Work item: Please copy every line with the string "ELDER" from the entries below.

── Data supplied ──

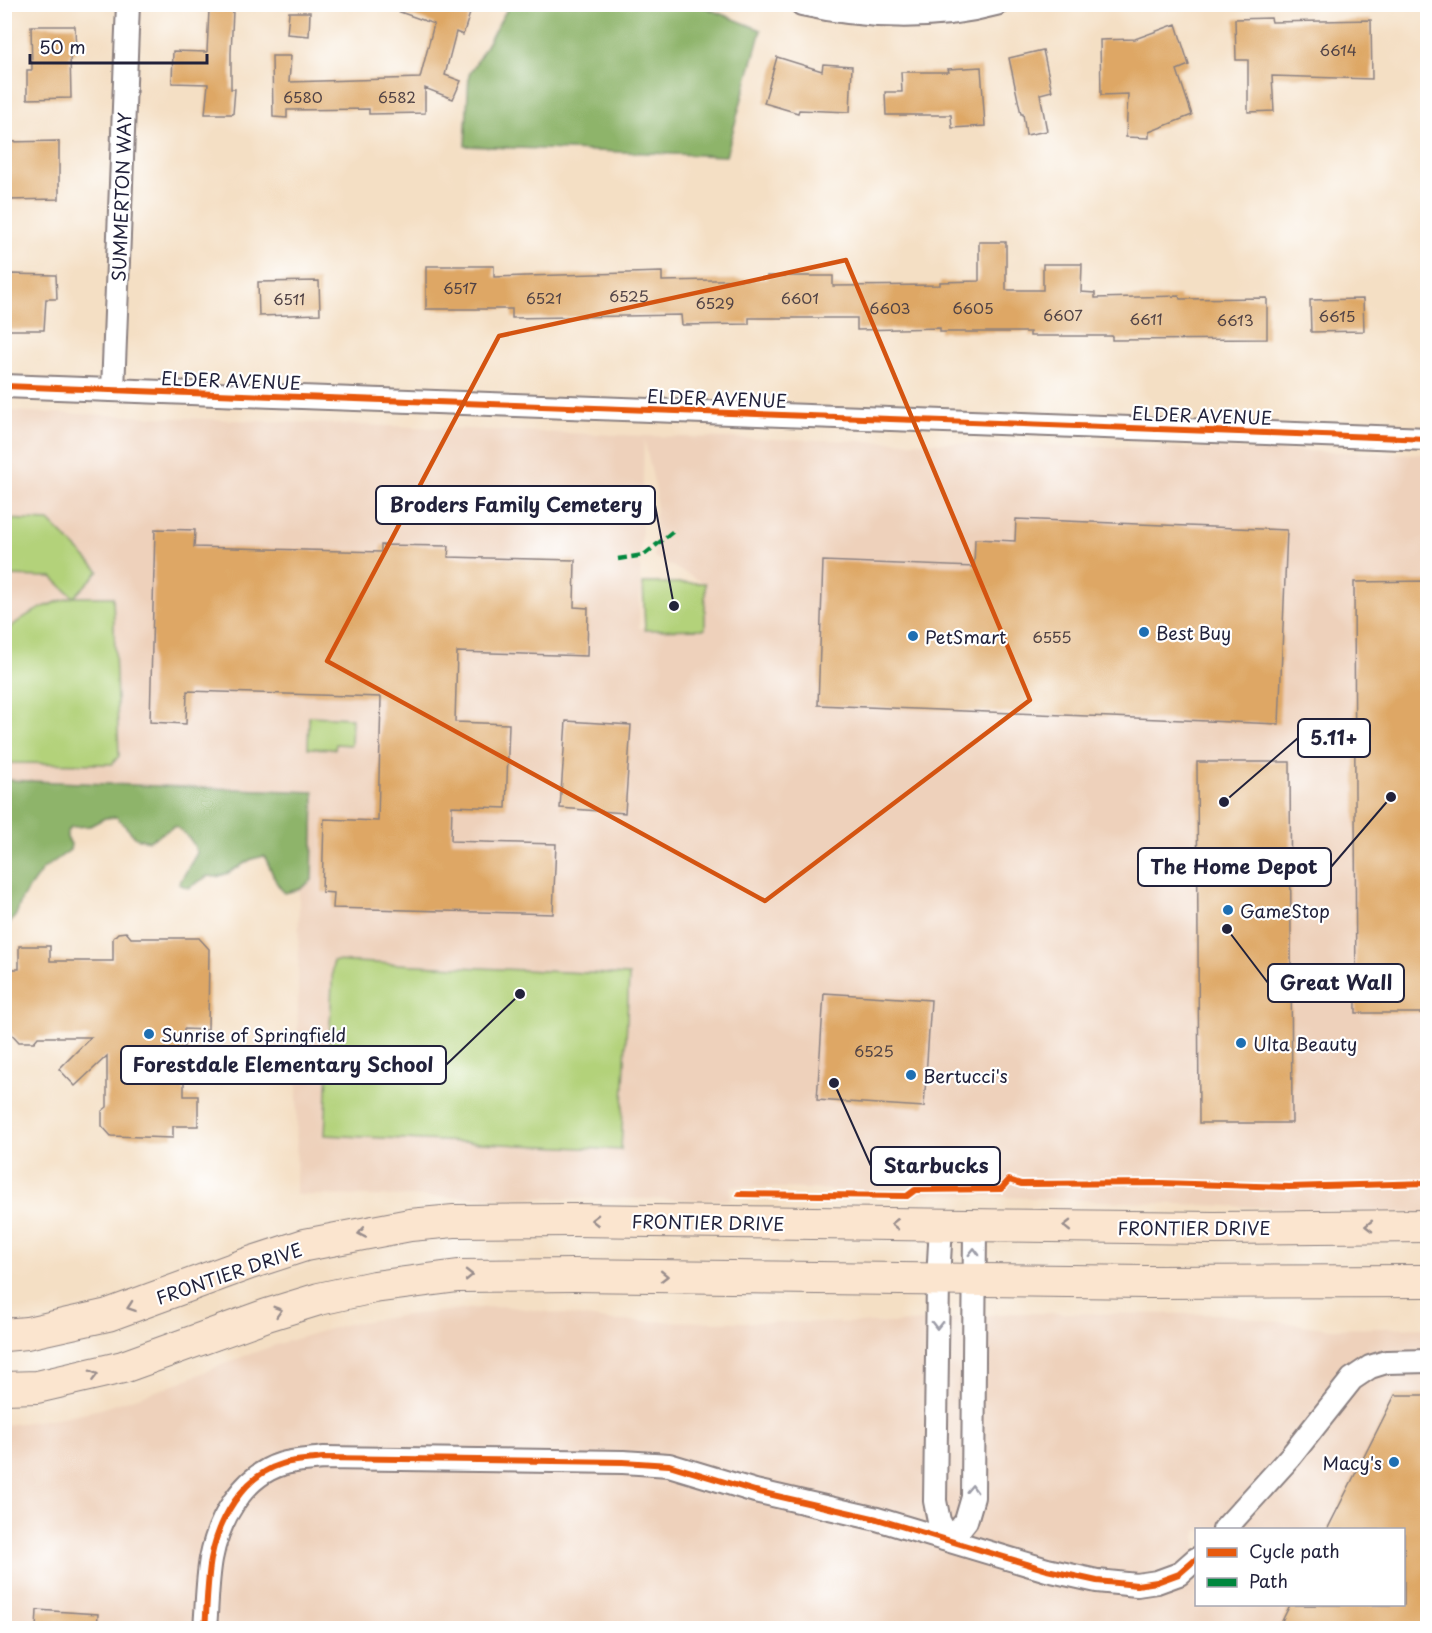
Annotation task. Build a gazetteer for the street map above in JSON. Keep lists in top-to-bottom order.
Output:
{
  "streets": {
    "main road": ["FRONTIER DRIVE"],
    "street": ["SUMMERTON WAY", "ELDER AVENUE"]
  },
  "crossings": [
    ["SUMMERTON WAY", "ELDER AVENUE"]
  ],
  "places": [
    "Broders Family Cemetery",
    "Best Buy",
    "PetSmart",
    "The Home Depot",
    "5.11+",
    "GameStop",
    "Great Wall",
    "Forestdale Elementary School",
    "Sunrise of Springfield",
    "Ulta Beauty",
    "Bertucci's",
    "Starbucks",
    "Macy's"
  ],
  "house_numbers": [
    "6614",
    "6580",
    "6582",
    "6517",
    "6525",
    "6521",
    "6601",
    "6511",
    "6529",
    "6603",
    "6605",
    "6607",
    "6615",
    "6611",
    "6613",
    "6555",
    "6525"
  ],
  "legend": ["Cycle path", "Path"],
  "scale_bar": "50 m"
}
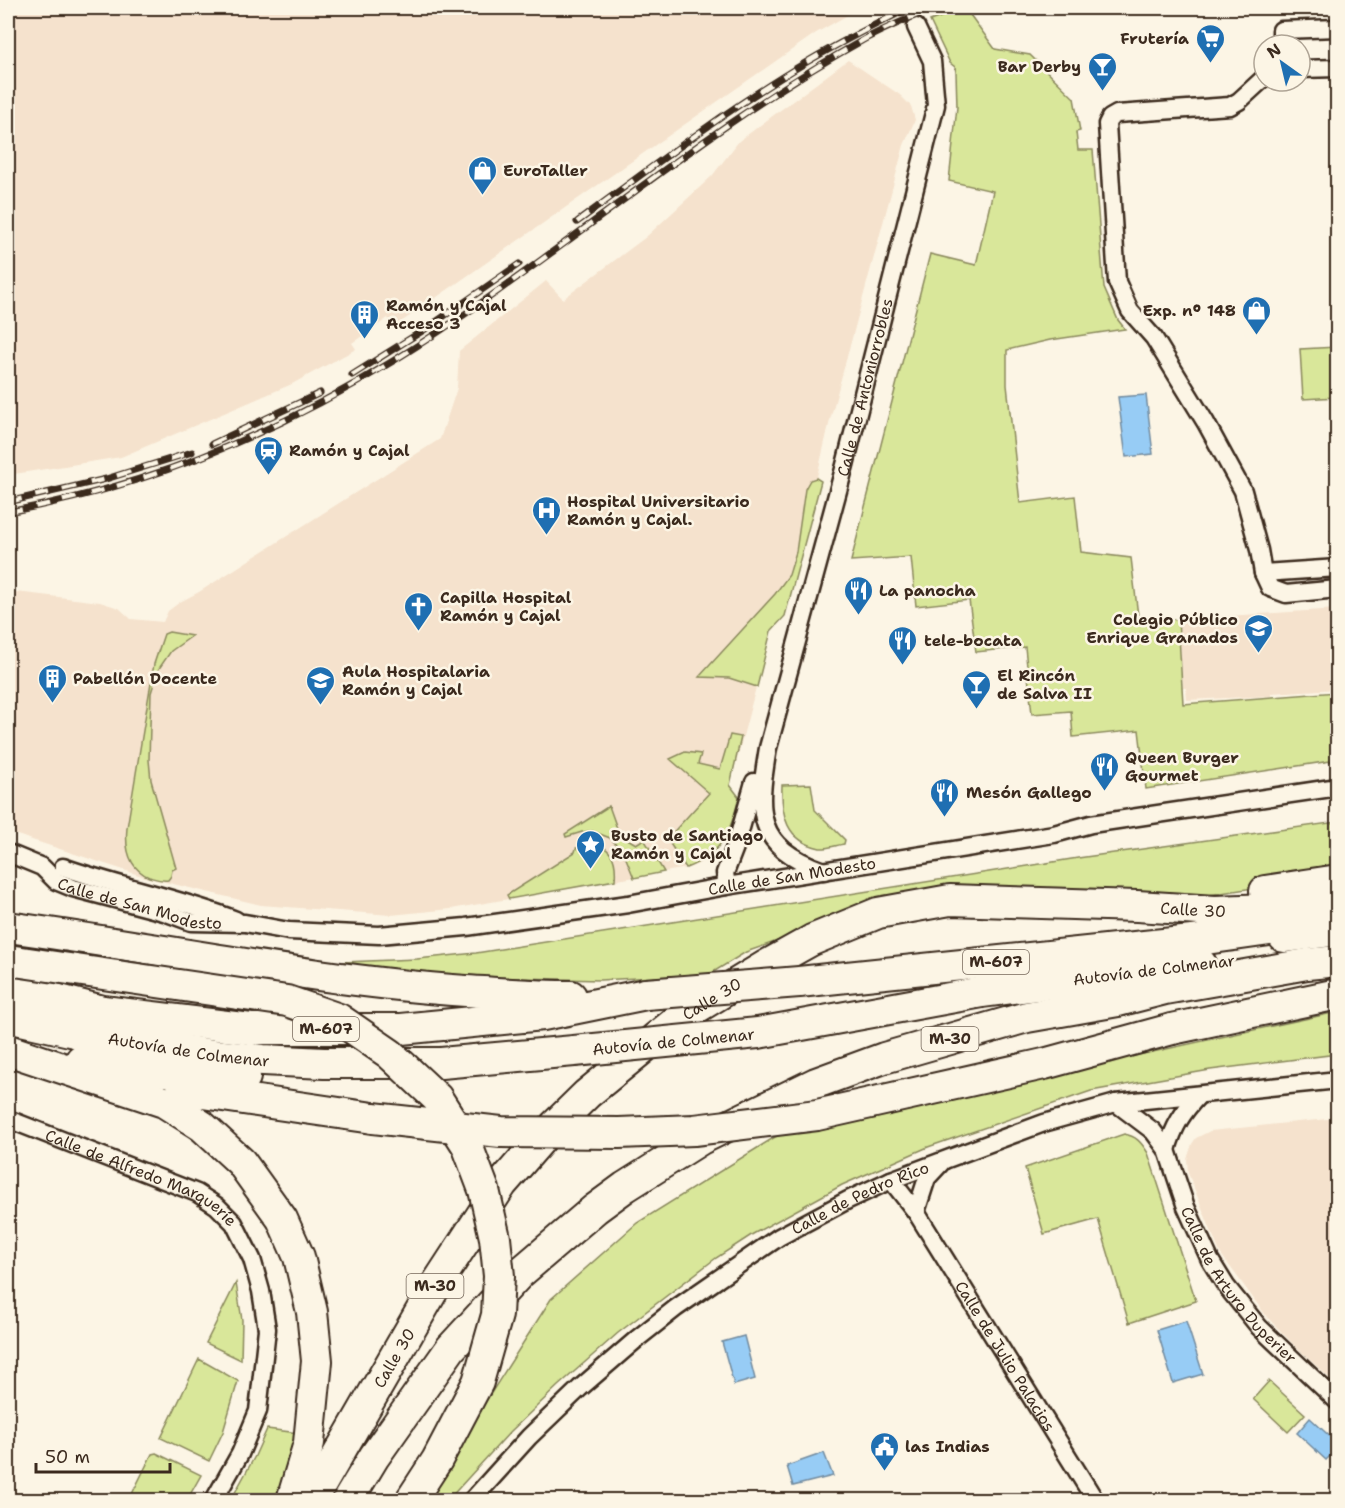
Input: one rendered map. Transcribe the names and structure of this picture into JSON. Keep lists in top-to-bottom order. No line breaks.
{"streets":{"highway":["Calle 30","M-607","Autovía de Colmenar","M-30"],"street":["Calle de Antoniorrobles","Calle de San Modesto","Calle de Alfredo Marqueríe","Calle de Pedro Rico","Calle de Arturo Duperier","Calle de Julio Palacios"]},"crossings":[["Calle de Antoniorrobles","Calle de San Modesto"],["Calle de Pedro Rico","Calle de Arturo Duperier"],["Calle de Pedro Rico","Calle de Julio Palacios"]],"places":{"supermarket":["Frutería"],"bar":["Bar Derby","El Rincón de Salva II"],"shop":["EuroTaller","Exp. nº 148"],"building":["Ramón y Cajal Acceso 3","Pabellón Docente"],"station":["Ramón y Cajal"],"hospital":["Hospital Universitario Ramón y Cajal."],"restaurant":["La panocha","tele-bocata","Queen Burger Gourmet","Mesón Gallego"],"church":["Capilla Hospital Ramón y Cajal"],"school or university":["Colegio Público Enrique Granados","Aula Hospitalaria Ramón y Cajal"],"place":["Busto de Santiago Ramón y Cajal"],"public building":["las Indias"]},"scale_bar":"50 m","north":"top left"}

───

Output for this task:
    "street": ["SUMMERTON WAY", "ELDER AVENUE"]
    ["SUMMERTON WAY", "ELDER AVENUE"]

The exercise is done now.